What is expected: Could you say how many lines in the records include "VILLA"? Please give the number by itself.

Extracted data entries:
↓↓↓
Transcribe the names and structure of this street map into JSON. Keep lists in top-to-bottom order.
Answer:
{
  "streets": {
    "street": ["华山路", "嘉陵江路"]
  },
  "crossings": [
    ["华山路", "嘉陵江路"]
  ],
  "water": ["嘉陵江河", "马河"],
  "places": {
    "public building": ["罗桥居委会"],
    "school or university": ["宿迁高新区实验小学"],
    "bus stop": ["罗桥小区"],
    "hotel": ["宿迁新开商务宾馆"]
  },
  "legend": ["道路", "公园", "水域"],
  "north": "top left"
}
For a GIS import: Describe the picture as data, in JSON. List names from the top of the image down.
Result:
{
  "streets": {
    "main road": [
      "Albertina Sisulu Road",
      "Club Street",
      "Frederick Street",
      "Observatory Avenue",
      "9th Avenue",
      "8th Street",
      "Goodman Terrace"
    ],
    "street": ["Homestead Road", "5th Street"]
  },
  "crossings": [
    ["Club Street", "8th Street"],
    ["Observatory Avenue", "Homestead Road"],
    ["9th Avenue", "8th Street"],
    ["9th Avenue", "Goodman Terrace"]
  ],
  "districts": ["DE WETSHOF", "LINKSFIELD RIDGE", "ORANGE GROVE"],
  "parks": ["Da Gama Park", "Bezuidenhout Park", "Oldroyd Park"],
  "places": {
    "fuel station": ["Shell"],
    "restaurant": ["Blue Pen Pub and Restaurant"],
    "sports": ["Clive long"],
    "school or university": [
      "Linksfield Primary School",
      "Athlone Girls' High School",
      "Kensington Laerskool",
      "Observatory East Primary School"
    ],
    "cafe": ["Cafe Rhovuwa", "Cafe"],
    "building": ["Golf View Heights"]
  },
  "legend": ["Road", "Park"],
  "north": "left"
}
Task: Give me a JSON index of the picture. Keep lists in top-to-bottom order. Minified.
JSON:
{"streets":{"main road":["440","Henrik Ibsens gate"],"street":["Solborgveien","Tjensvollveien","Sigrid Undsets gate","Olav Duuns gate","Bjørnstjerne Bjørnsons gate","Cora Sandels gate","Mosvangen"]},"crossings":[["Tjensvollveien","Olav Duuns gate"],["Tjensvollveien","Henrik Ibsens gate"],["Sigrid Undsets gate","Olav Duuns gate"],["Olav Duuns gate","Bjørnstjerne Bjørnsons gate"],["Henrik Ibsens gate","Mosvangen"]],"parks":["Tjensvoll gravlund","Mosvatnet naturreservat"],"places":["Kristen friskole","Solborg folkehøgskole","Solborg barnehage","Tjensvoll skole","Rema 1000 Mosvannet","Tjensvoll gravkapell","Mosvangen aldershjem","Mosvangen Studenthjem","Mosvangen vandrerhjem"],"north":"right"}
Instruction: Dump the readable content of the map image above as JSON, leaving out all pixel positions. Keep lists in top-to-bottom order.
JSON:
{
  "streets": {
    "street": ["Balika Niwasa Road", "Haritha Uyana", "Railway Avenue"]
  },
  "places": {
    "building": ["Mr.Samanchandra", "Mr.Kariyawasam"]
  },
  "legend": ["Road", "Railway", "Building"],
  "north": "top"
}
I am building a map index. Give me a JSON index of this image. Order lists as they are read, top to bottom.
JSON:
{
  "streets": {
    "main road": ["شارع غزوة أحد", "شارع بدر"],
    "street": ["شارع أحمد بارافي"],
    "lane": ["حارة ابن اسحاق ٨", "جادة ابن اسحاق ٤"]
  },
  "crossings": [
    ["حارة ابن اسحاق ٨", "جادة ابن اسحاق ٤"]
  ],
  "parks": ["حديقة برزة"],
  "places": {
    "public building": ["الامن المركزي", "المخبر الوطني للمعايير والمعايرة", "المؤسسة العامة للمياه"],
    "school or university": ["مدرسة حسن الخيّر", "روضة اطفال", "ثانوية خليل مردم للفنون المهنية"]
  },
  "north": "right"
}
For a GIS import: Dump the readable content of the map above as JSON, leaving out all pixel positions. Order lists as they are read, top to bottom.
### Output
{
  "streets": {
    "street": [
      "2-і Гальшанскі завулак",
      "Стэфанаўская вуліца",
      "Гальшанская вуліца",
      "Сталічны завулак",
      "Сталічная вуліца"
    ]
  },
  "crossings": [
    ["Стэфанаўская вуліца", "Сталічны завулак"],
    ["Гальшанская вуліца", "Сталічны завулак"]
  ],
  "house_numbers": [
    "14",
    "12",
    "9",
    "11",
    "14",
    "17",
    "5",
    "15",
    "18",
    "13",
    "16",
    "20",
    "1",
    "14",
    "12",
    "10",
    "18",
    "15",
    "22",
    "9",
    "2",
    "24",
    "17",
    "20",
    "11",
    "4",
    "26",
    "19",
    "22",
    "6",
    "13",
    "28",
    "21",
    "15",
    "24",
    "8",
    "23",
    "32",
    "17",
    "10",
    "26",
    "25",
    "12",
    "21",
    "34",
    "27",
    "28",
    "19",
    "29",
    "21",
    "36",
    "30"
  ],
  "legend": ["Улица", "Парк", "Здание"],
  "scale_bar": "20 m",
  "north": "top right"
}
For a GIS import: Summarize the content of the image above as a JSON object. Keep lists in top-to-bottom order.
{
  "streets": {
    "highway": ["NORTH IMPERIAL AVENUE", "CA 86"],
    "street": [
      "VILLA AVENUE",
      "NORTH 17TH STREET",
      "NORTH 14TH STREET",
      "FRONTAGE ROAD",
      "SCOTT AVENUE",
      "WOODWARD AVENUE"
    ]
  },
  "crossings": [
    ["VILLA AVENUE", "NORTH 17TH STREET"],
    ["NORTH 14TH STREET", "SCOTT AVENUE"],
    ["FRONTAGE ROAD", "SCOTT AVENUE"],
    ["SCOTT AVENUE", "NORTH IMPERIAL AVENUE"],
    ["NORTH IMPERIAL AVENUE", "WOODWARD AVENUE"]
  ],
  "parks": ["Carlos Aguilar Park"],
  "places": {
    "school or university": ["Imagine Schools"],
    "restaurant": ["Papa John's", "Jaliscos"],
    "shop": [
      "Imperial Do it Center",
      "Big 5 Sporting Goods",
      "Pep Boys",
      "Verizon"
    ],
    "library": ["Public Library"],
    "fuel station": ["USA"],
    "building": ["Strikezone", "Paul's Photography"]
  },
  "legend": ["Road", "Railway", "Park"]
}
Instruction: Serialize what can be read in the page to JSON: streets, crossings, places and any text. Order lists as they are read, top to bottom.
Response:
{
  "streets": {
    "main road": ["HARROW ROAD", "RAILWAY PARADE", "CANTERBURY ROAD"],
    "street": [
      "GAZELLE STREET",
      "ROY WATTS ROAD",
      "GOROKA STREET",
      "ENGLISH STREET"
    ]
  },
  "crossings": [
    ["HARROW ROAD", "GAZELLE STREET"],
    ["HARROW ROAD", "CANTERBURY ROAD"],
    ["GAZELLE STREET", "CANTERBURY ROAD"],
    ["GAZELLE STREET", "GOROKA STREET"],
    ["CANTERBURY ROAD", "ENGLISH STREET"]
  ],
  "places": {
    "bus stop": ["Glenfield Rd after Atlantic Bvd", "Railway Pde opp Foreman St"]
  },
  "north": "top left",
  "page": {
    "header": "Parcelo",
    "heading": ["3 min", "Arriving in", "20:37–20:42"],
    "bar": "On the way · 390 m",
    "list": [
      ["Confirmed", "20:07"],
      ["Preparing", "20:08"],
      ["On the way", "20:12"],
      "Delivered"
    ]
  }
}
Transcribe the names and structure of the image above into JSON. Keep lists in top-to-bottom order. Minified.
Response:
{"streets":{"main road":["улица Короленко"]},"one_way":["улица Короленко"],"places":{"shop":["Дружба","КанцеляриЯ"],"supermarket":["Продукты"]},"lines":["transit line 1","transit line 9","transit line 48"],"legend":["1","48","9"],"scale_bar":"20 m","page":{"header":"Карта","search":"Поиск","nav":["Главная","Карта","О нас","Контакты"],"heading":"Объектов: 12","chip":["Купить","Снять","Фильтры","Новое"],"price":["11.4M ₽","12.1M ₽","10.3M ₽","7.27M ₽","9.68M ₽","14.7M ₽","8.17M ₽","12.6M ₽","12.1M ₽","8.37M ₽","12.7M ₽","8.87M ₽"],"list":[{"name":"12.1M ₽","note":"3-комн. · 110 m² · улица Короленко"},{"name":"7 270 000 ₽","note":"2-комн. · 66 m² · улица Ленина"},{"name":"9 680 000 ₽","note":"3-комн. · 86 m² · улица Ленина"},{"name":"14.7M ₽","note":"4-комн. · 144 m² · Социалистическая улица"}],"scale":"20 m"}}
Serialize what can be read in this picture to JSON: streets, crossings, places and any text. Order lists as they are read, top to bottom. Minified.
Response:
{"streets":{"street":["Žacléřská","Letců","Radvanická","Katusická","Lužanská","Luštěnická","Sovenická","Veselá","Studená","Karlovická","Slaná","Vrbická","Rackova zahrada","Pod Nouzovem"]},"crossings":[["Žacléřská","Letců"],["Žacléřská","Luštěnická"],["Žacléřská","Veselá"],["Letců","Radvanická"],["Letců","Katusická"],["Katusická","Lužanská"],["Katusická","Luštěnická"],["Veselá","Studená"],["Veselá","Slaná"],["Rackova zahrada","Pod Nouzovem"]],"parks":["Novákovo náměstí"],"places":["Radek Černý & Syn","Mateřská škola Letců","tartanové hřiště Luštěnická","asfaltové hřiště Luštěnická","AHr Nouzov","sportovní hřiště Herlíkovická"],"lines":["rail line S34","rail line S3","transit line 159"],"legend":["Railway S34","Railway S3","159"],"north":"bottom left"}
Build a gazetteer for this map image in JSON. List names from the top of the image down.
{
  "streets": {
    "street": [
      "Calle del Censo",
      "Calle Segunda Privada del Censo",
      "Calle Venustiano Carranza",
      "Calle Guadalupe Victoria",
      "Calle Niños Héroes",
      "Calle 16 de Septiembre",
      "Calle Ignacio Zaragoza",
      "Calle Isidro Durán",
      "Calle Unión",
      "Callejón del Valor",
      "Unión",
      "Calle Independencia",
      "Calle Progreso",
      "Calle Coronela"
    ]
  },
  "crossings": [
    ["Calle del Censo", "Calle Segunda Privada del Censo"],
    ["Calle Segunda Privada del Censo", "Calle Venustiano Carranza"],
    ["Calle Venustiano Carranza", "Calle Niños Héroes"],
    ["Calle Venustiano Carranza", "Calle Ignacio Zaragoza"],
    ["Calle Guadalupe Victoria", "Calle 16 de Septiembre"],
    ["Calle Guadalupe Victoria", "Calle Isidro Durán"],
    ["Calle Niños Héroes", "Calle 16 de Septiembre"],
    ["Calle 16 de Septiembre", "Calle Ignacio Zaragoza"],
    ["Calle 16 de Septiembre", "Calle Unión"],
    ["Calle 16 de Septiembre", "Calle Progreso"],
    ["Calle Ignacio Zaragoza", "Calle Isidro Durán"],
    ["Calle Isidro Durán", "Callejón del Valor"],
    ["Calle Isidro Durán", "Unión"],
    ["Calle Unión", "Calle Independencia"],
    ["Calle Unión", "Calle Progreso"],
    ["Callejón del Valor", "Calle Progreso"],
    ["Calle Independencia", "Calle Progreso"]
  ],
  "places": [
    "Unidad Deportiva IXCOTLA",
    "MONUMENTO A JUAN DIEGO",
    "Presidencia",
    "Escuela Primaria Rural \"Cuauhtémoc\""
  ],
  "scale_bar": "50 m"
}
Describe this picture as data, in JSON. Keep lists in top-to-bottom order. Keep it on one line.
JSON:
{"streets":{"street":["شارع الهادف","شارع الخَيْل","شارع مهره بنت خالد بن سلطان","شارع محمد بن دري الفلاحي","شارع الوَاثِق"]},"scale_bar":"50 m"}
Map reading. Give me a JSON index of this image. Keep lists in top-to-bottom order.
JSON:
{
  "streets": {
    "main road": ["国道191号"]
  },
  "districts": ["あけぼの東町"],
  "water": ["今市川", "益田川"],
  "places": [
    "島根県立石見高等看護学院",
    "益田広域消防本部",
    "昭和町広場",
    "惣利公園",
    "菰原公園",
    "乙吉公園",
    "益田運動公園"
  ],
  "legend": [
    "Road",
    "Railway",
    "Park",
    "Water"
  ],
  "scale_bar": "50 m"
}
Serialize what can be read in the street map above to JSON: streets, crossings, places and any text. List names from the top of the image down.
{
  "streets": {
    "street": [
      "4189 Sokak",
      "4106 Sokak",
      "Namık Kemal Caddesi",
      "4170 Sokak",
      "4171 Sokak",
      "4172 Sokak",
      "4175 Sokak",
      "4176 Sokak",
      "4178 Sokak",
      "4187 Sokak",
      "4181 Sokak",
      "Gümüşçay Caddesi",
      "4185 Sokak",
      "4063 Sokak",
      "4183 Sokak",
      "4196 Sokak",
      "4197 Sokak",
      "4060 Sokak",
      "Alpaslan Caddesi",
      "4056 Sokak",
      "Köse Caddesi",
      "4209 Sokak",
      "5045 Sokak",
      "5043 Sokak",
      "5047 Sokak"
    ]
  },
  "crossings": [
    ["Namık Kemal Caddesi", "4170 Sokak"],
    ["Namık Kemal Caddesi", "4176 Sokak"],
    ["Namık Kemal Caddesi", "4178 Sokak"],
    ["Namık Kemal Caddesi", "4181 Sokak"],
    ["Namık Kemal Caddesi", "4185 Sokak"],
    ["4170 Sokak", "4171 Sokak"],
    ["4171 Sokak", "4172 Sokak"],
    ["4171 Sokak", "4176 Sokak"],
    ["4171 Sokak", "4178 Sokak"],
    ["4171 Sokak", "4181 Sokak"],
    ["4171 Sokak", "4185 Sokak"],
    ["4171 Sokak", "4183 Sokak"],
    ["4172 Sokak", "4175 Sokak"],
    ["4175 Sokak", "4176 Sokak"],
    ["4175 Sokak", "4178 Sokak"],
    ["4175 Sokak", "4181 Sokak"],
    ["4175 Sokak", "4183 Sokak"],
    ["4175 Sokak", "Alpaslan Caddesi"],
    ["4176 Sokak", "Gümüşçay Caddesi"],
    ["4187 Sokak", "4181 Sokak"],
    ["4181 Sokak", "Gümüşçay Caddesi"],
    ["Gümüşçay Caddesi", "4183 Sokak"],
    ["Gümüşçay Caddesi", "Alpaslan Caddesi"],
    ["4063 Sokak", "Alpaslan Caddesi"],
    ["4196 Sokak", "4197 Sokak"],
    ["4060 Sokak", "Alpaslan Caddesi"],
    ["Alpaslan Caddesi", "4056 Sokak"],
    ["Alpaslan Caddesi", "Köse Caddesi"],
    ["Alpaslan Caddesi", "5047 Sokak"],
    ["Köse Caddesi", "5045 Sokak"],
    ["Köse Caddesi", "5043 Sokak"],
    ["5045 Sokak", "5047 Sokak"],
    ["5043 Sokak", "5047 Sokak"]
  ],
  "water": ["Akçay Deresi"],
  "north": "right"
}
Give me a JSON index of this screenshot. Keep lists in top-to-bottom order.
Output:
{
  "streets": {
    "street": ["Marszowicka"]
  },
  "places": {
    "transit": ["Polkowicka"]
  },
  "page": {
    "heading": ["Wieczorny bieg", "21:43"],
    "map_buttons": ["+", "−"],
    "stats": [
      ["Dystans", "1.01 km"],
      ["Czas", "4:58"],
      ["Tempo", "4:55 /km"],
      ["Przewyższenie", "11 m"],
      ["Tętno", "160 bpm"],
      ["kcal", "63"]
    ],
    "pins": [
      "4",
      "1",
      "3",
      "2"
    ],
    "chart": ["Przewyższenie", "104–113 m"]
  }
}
↑↑↑
Task answer: 2